I'm not white knighting, I just want this thread to actually be about bitcoin again and not about how much it supposedly sucks and how much Rassah's changing the world and how much Sylox will eventually change the world he doesn't care about, etc.


----------



## Sylox (May 11, 2015)

All I heard was blahh blahh blahh. Nothing of substance just a biased opinion. My stance on life is perfect, you're just jealous that I have everything figured out.


----------



## Eggdodger (May 11, 2015)

Just a sec, this post is going to be filled with a few choice Sylox moments in a couple minutes.




Sylox said:


> The only reason I care is because they're are doing this shit in Maryland. If it was anywhere else, I wouldn't give a fuck. Maybe I'd SMFH, but even that's stretching it. Same old narrative; somebody gets shot, protest and riot, tensions calm. Rinse and repeat.





Sylox said:


> I'd rather watch TMZ, at least that's entertaining.







Sylox said:


> No offense and I mean this nicely, but your brother is a fucking retard. Tell him I said that.







Sylox said:


> Look, I get by by buying stocks and living with my mum, okay? She's upper middle and so am I, thus I have a right to bitch about the lower class.





Sylox said:


> I don't know. I can't find anything that will let me win this argument. It's all SJW articles about brutality and discrimination along race and income. Apparently the poorer you are the more likely you experience brutality.



A celebrity endorsement:


RedSavage said:


> Okay so your first link was a conservative website that is heavy biased against liberal agenda. Not exactly trust worthy.
> 
> 
> Your second link was an article that supported my own views. O-O Its obvious you just read the title and didnt read the article itself.
> ...



Oh, and to cover all the bases: This isn't an ad hominem, because the point in question is that you're very, very hard to talk to in a mature manner.
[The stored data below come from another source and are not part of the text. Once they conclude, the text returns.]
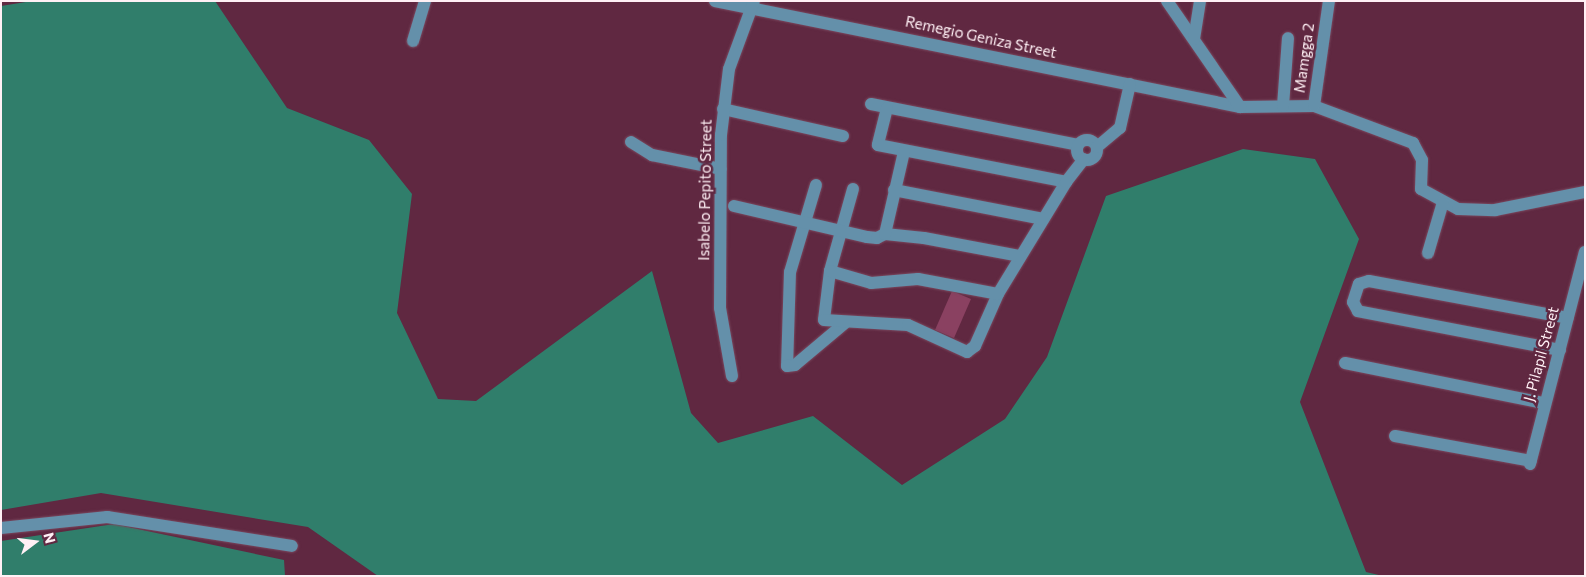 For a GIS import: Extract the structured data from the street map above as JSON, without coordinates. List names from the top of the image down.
{
  "streets": {
    "street": [
      "Remegio Geniza Street",
      "Mamgga 2",
      "Isabelo Pepito Street",
      "J. Pilapil Street"
    ]
  },
  "crossings": [
    ["Remegio Geniza Street", "Mamgga 2"],
    ["Remegio Geniza Street", "Isabelo Pepito Street"]
  ],
  "north": "right"
}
Can this thread be about bitcoin again, or are we going to keep hating it and prevent actual discussion?


----------



## Sylox (May 11, 2015)

I don't know why you're being a hater dude, if you don't like what I'm saying so what, that's life. I don't have to change anything about my views because they aren't ignorant, they're rooted in reality. Again, your'e just filled with jealousy and anger and it shows.

 Now if you're done trying to derail the thread, get back on topic.


----------



## Eggdodger (May 11, 2015)

Sylox said:


> I don't know why you're being a hater dude, if you don't like what I'm saying so what, that's life. I don't have to change anything about my views because they aren't ignorant, they're rooted in reality. Again, your'e just filled with jealousy and anger and it shows.
> 
> Now if you're done trying to derail the thread, get back on topic.
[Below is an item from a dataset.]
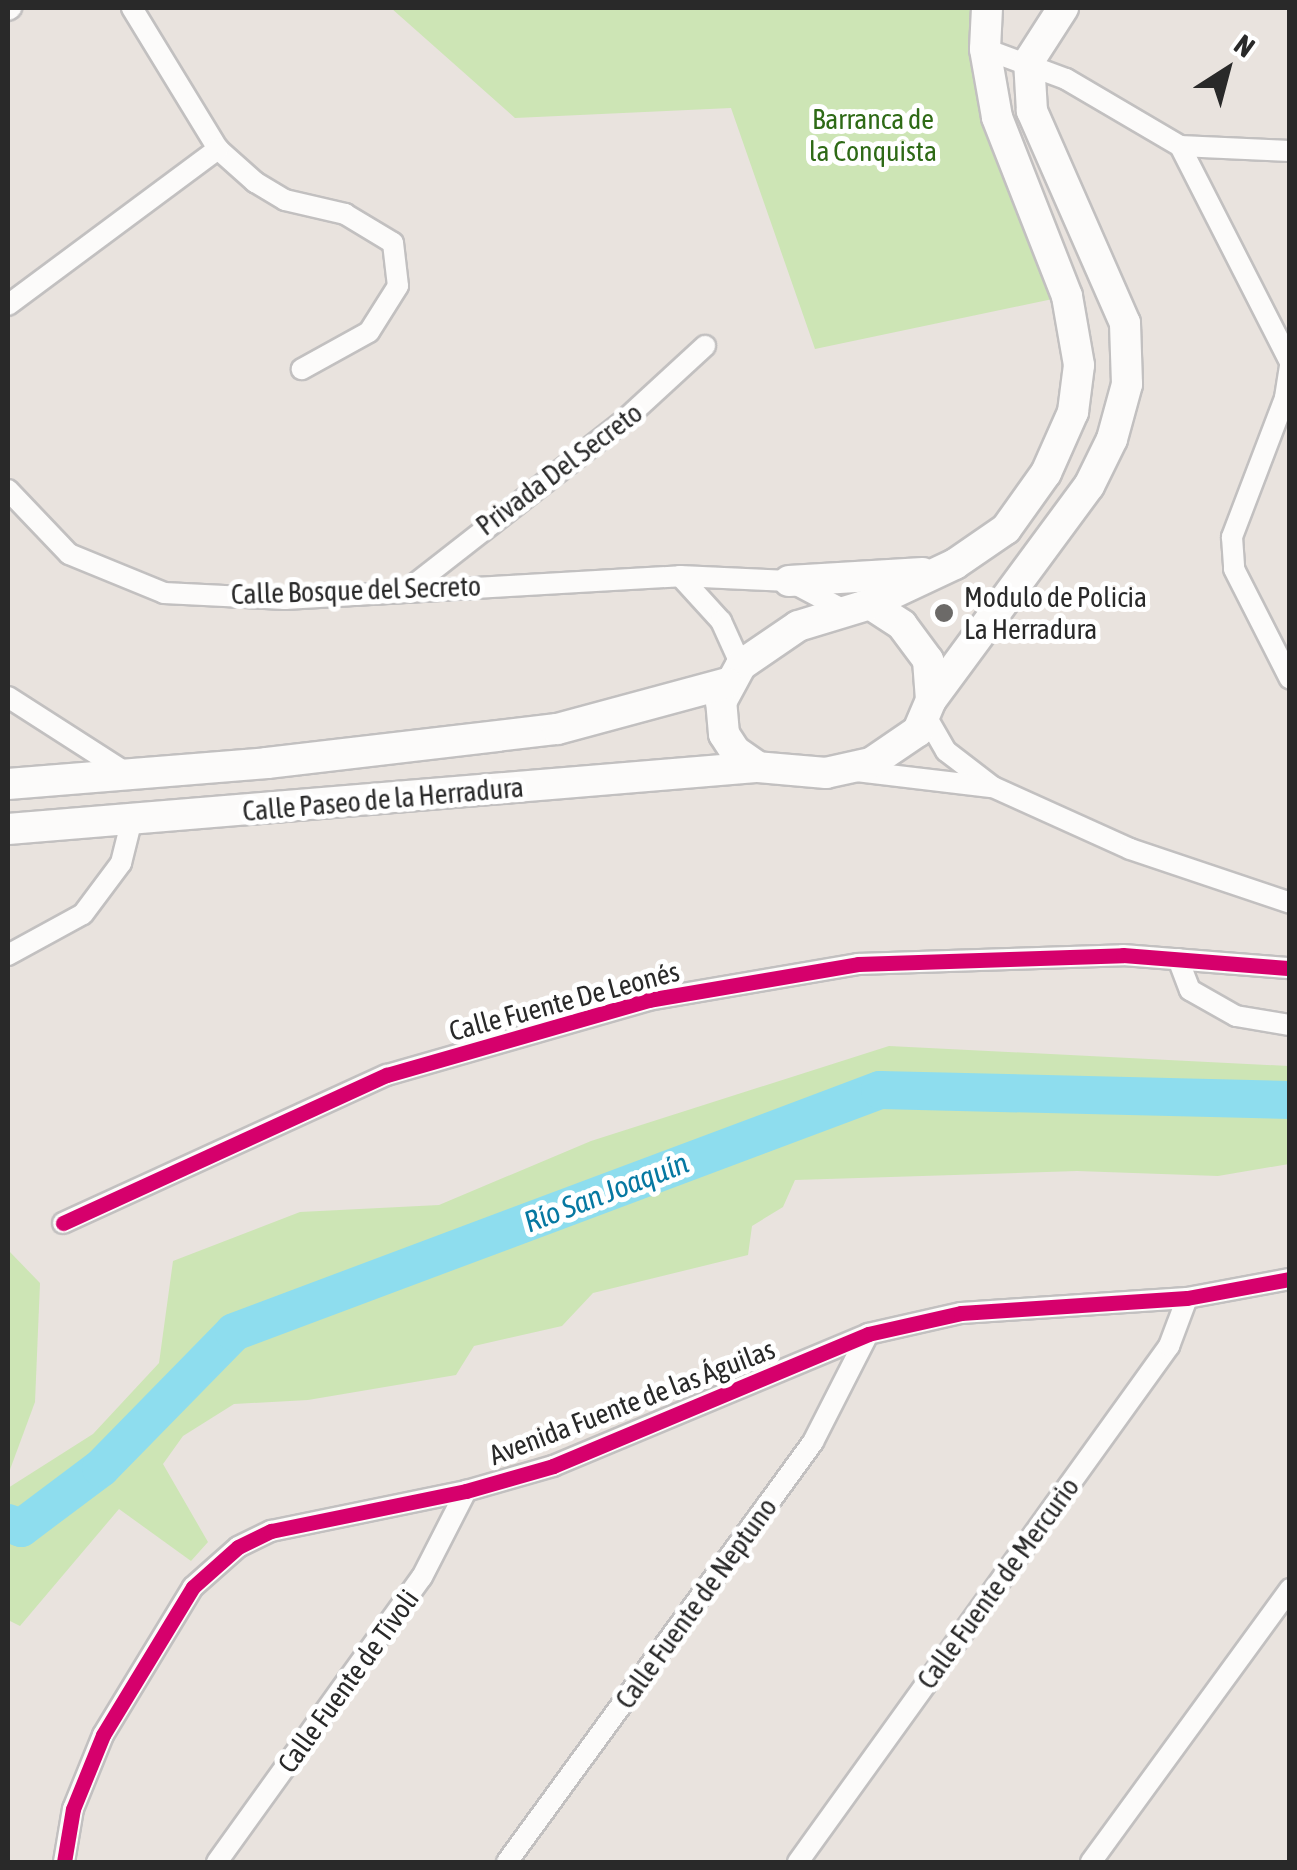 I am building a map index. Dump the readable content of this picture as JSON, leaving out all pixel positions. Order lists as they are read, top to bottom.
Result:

The topic is not "Why do you hate bitcoin?" It is not a forum game called "Stump Rassah".

The title is "Who's into Bitcoin?"

If anything, _you're_ the one preventing constructive discussion.


----------



## Sylox (May 11, 2015)

Eggdodger said:


> Oh, and to cover all the bases: This isn't an ad hominem, because the point in question is that you're very, very hard to talk to in a mature manner.



No it's an ad hominem attack against me because it's not true at all.

---

Fine I'll let you all have your little circlejerk and talk about your sham currency. I'm not really adding anything w/ my opposition anyway, so I'm out.


----------



## Eggdodger (May 11, 2015)

So, Rassah, or anyone else qualified in the subject. My friend told me about bitcoin mining, and how he runs a wallet app on his computer while he's out and about, and he makes enough bitcoins to make sizable purchases. I was wondering if you had any advice for someone wanting to start into the bitcoin venture?


----------



## Rassah (May 12, 2015)

Sylox said:


> IDGAF about Zimbabwe...




"IDGAF about X" seems to be your motto. Those who dont know history are doomed to repeat it. And for someone wanting to be a congressman, you sure are insistent on staying ignorant of world politics and things that will affect the country you plan to rule  (Why is it that YOU want to be a congressman, and I'M the one who knows about international stuff, economy, money, politics, and government incentive structures?)

Nice that you have more money. When the economy tanks, and the angry mob of poor disenfranchised proletariat starts going after the rich, I'll point them in your direction. Me? I'm just poor and have no money. Now, excuse me while I take this innocuous little thumb drive, sneak out of the country, and buy an island somewhere to live on 

And in Bitcoin news, NASDAQ will start using Bitcoin technology! (http://money.cnn.com/2015/05/11/technology/nasdaq-bitcoin-technology/) The article doesnt explain it, but NASDAQ will be using Bitcoins Colored Coins system to issue and trade stocks. Colored Coins works by taking the smallest unit of a bitcoin (0.00000001 bitcoin), assigning an index # to it, and tracking it as it's sent person to person like any other bitcoin. In this way, you could issue a stock of, say, Microsoft, indexed to that tiny piece of bitcoin, and anyone who owns it in their wallet can prove that they own a share of MSFT and trade it directly with anyone else. No need for brokers, lawyers, or complicated systems. This tech has been in development and being considered for asset trading for over two years, but no one in Bitcoin expected the *GODDAM NASDAQ *to adopt it first! O.O


----------



## Rassah (May 12, 2015)

Eggdodger said:


> So, Rassah, or anyone else qualified in the subject. My friend told me about bitcoin mining, and how he runs a wallet app on his computer while he's out and about, and he makes enough bitcoins to make sizable purchases. I was wondering if you had any advice for someone wanting to start into the bitcoin venture?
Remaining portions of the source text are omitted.